Within two days of fatally stabbing her alleged lover's ex-husband, Nancy Powers altered her story to police, the jury at her murder trial learned Tuesday.

At Mercy Hospital in December -- after being told she could still alter her claims of being abducted at knifepoint by Raymond "Jack" Jarmack and forced to drive to his house -- Ms. Powers said "she couldn't recant what she told us, now," State Police Investigator Paul Jackson testified.

Jackson and Detective Lt. Steven Bierut of the East Aurora Police Department weren't asked to explain that cryptic comment, but both said Ms. Powers altered her claims about her alleged car ride with Jarmack after being told it probably was videotaped in an ongoing drug probe.

Ms. Powers initially claimed Jarmack sat next to her and forced her to drive. But when told of an East Aurora drug probe that involved videotaping vehicular traffic, she claimed he was on the floor of the car out of camera range, Jackson and Bierut testified.

A seventh day of testimony was set today before State Supreme Court Justice Russell P. Buscaglia and a six-woman, six-man jury.

Ms. Powers, an Orchard Park school bus monitor and the divorced mother of three, is charged with killing Jarmack, 42, a Buffalo Sewer Authority chemist, in his home on Cook Road in the Town of Aurora on Dec. 15. She has been jailed since February.

She is accused of killing Jarmack because of his efforts to regain custody of his three daughters from his former wife, Kathy Phillips of Seneca Falls, Ms. Powers' alleged lover.

Jackson and Bierut were accused by Ms. Powers' attorneys, Joel L. Daniels and John P. Pieri, of trying to prod her into saying something about the killing that fit what they thought happened and of taking inadequate notes. The officers said they talked to her four times at the hospital within 48 hours of the incident.

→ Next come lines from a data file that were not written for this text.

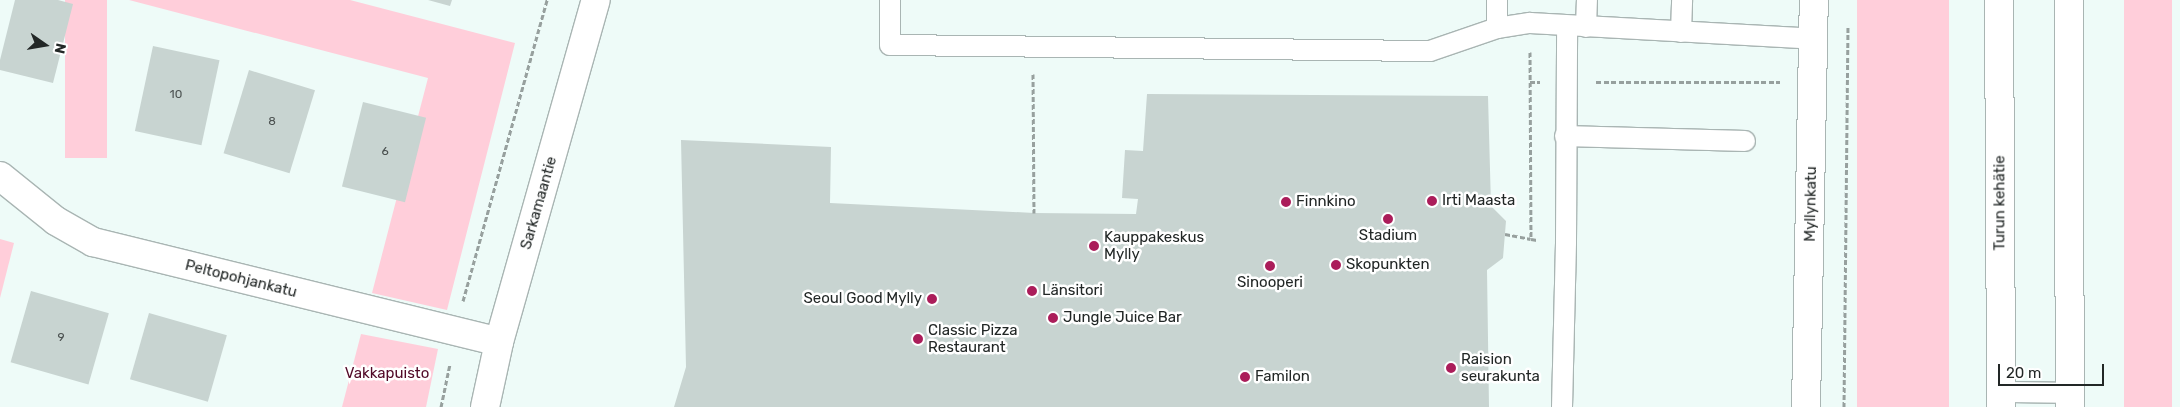 <!DOCTYPE html>
<meta charset="utf-8">
<style>
body{margin:0}
#map{position:relative;width:2180px;height:407px;overflow:hidden;background:#eefbf8;font-family:Rubik,sans-serif}
div>[style]{position:absolute}
.green>*{inset:0;background:#ffceda;transform-origin:0 0}
.building>*{inset:0;background:#c8d4d1;transform-origin:0 0}
.path>*{height:3px;margin-top:-1.5px;transform-origin:0;background:repeating-linear-gradient(90deg,#97a09e 0 5px,transparent 0 7.5px)}
.roads{filter:drop-shadow(1px 0 #a9b5b3) drop-shadow(-1px 0 #a9b5b3) drop-shadow(0 1px #a9b5b3) drop-shadow(0 -1px #a9b5b3)}
.service>*{height:20px;margin:-10px;padding:0 10px;transform-origin:10px;border-radius:10px;background:#fff}
.minor>*{height:28px;margin:-14px;padding:0 14px;transform-origin:14px;border-radius:14px;background:#fff}
.tertiary>*{height:28px;margin:-14px;padding:0 14px;transform-origin:14px;border-radius:14px;background:#fff}
.trunk>*{height:28px;margin:-14px;padding:0 14px;transform-origin:14px;border-radius:14px;background:#fff}
.dots>*{width:14px;height:14px;translate:-50% -50%;box-sizing:border-box;border:2px solid #fff;border-radius:50%}
span{translate:-50% -50%;white-space:nowrap;text-align:center;line-height:1.15;-webkit-text-stroke:5px #fff;paint-order:stroke}
.number-label{font-size:12px;color:#4c5251}
.number-label span{-webkit-text-stroke-width:0}
.poi-label{font-size:15px;color:#222726}
.left{translate:0 -50%;text-align:left}
.right{translate:-100% -50%;text-align:right}
.street-label{font-size:15px;color:#222726}
.park-label{font-size:15px;color:#520a28}
.north{position:absolute;left:20px;top:20px;width:50px;height:50px;-webkit-text-stroke:4px #fff;paint-order:stroke;rotate:103deg;font-size:14px;font-weight:700;line-height:20px;text-align:center;color:#222726}
.north::after{content:'';display:block;margin:auto;width:18px;height:22px;background:#222726;clip-path:polygon(50% 0,100% 100%,50% 72%,0 100%)}
.scale{position:absolute;left:1998px;top:364px;width:106px;height:22px;box-sizing:border-box;border:2px solid #222726;border-top:0;padding-left:6px;font-size:15px;line-height:18px;white-space:nowrap;color:#222726;-webkit-text-stroke:4px #fff;paint-order:stroke}
</style>
<div id="map">
<div class="green">
<i style="left:65px;top:0;width:42px;height:158px"></i>
<i style="clip-path:polygon(129px 0,350px 0,515px 43px,447px 310px,372px 293px,428px 78px)"></i>
<i style="left:1857px;top:0;width:92px;height:407px"></i>
<i style="left:2124px;top:0;width:48px;height:407px"></i>
<i style="clip-path:polygon(0 239px,14px 243px,0 298px)"></i>
<i style="clip-path:polygon(361px 334px,438px 349px,426px 407px,342px 407px)"></i>
</div>
<div class="building">
<i style="clip-path:polygon(15px 0,58px 0,73px 4px,53px 83px,0 70px,0 60px)"></i>
<i style="clip-path:polygon(428px 0,452px 0,450px 6px)"></i>
<i style="left:153px;top:46px;width:68px;height:87px;rotate:12deg"></i>
<i style="left:249px;top:70px;width:69px;height:87px;rotate:17deg"></i>
<i style="clip-path:polygon(1147px 94px,1488px 96px,1491px 206px,1506px 221px,1503px 258px,1487px 270px,1489px 407px,674px 407px,686px 367px,681px 140px,831px 147px,830px 203px,1034px 213px,1136px 214px,1138px 199px,1122px 198px,1125px 150px,1143px 151px)"></i>
<i style="left:363px;top:102px;width:65px;height:87px;rotate:14deg"></i>
<i style="left:31px;top:291px;width:81px;height:74px;rotate:16deg"></i>
<i style="left:149px;top:313px;width:81px;height:69px;rotate:16deg"></i>
</div>
<div class="path">
<i style="left:1530px;top:52px;width:187px;rotate:89.7deg"></i>
<i style="left:1531px;top:239px;width:6px;rotate:9deg"></i>
<i style="left:1033px;top:74px;width:139px;rotate:89.6deg"></i>
<i style="left:1530px;top:82px;width:10px"></i>
<i style="left:1596px;top:82px;width:184px"></i>
<i style="left:1505px;top:234px;width:26px;rotate:11deg"></i>
<i style="left:463px;top:301px;width:313px;rotate:-74.4deg"></i>
<i style="left:441px;top:407px;width:44px;rotate:-78.2deg"></i>
<i style="left:1844px;top:407px;width:381px;rotate:-89.4deg"></i>
</div>
<div class="roads">
<div class="service">
<i style="left:890px;top:0;width:45px;rotate:90deg"></i>
<i style="left:890px;top:45px;width:540px;rotate:0.64deg"></i>
<i style="left:1430px;top:51px;width:71px;rotate:-18.9deg"></i>
<i style="left:1497px;top:28px;width:33px;rotate:-9deg"></i>
<i style="left:1530px;top:23px;width:284px;rotate:3.2deg"></i>
<i style="left:1586px;top:27px;width:27px;rotate:-88deg"></i>
<i style="left:1497px;top:28px;width:28px;rotate:-90deg"></i>
<i style="left:1681px;top:32px;width:32px;rotate:-88deg"></i>
<i style="left:1565px;top:136px;width:180px;rotate:1.6deg"></i>
<i style="left:2001px;top:392px;width:69px;rotate:0.8deg"></i>
<i style="left:1562px;top:407px;width:165px;rotate:-88.6deg"></i>
<i style="left:1566px;top:242px;width:216px;rotate:-89.7deg"></i>
</div>
<div class="minor">
<i style="left:0;top:176px;width:72px;rotate:38.8deg"></i>
<i style="left:56px;top:221px;width:43px;rotate:29.6deg"></i>
<i style="left:93px;top:242px;width:418px;rotate:13.8deg"></i>
<i style="left:1806px;top:407px;width:407px;rotate:-88.9deg"></i>
</div>
<div class="tertiary">
<i style="left:485px;top:407px;width:66px;rotate:-77.8deg"></i>
<i style="left:499px;top:342px;width:355px;rotate:-74.2deg"></i>
</div>
<div class="trunk">
<i style="left:1999px;top:0;width:407px;rotate:89.7deg"></i>
<i style="left:2069px;top:0;width:407px;rotate:89.9deg"></i>
</div>
</div>
<div class="dots">
<i style="left:1432px;top:201px;background:#ab1d5a"></i>
<i style="left:1286px;top:202px;background:#ab1d5a"></i>
<i style="left:1388px;top:219px;background:#ab1d5a"></i>
<i style="left:1094px;top:246px;background:#ab1d5a"></i>
<i style="left:1336px;top:265px;background:#ab1d5a"></i>
<i style="left:1270px;top:266px;background:#ab1d5a"></i>
<i style="left:1032px;top:291px;background:#ab1d5a"></i>
<i style="left:932px;top:299px;background:#ab1d5a"></i>
<i style="left:1053px;top:318px;background:#ab1d5a"></i>
<i style="left:918px;top:339px;background:#ab1d5a"></i>
<i style="left:1451px;top:368px;background:#ab1d5a"></i>
<i style="left:1245px;top:377px;background:#ab1d5a"></i>
</div>
<div class="number-label">
<span style="left:176px;top:95px">10</span>
<span style="left:272px;top:122px">8</span>
<span style="left:385px;top:152px">6</span>
<span style="left:61px;top:338px">9</span>
</div>
<div class="poi-label">
<span class="left" style="left:1442px;top:201px">Irti Maasta</span>
<span class="left" style="left:1296px;top:202px">Finnkino</span>
<span style="left:1388px;top:236px">Stadium</span>
<span class="left" style="left:1104px;top:246px">Kauppakeskus<br>Mylly</span>
<span class="left" style="left:1346px;top:265px">Skopunkten</span>
<span style="left:1270px;top:283px">Sinooperi</span>
<span class="left" style="left:1042px;top:291px">Länsitori</span>
<span class="right" style="left:922px;top:299px">Seoul Good Mylly</span>
<span class="left" style="left:1063px;top:318px">Jungle Juice Bar</span>
<span class="left" style="left:928px;top:339px">Classic Pizza<br>Restaurant</span>
<span class="left" style="left:1461px;top:368px">Raision<br>seurakunta</span>
<span class="left" style="left:1255px;top:377px">Familon</span>
</div>
<div class="street-label">
<span style="left:539px;top:203px;rotate:-74deg">Sarkamaantie</span>
<span style="left:2000px;top:203px;rotate:-90deg">Turun kehätie</span>
<span style="left:1811px;top:204px;rotate:-89deg">Myllynkatu</span>
<span style="left:241px;top:279px;rotate:14deg">Peltopohjankatu</span>
</div>
<div class="park-label">
<span style="left:387px;top:374px">Vakkapuisto</span>
</div>
<div class="north">N</div>
<div class="scale">20 m</div>
</div>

Under questioning by prosecutor Joseph M. Mordino, they said Ms. Powers said Jarmack abducted her at knifepoint from the Ames Plaza in East Aurora, forced her to drive in her mother's car to his house, and was "ranting and raving" about his ex-wife all the way.

The investigators also said she claimed Jarmack forced her into his bedroom and changed into his sweat pants and T-shirt before forcing her into the living room while he "kept talking weird." She then managed to spray him with pepper spray she had purchased that morning for Ms. Phillips.

She said the fight continued until Jarmack collapsed after trying to push her down the basement stairs while "wildly" swinging a series of knives, Bierut testified.

Ms. Powers also claimed she was able to fend off all but three of his knife slashes because of "defensive training" she had taken, even though no defense-type wounds were found on her forearms, the two investigators testified.

Bierut, completing two days on the stand, said he and other officers got to the Jarmack house shortly before midnight Dec. 15 and found him dead, lying barefoot and face down in the rear hallway.

A military-style bayonet -- which Ms. Powers' ex-husband, Jeffrey S. Powers, on Friday identified as one of the bayonets he had given to one of Ms. Powers' brother years before -- was found on the floor of the living room, along with another knife, the officer testified.

Bierut said no blood was found leading from the house to the driveway where Ms. Powers' car had been parked.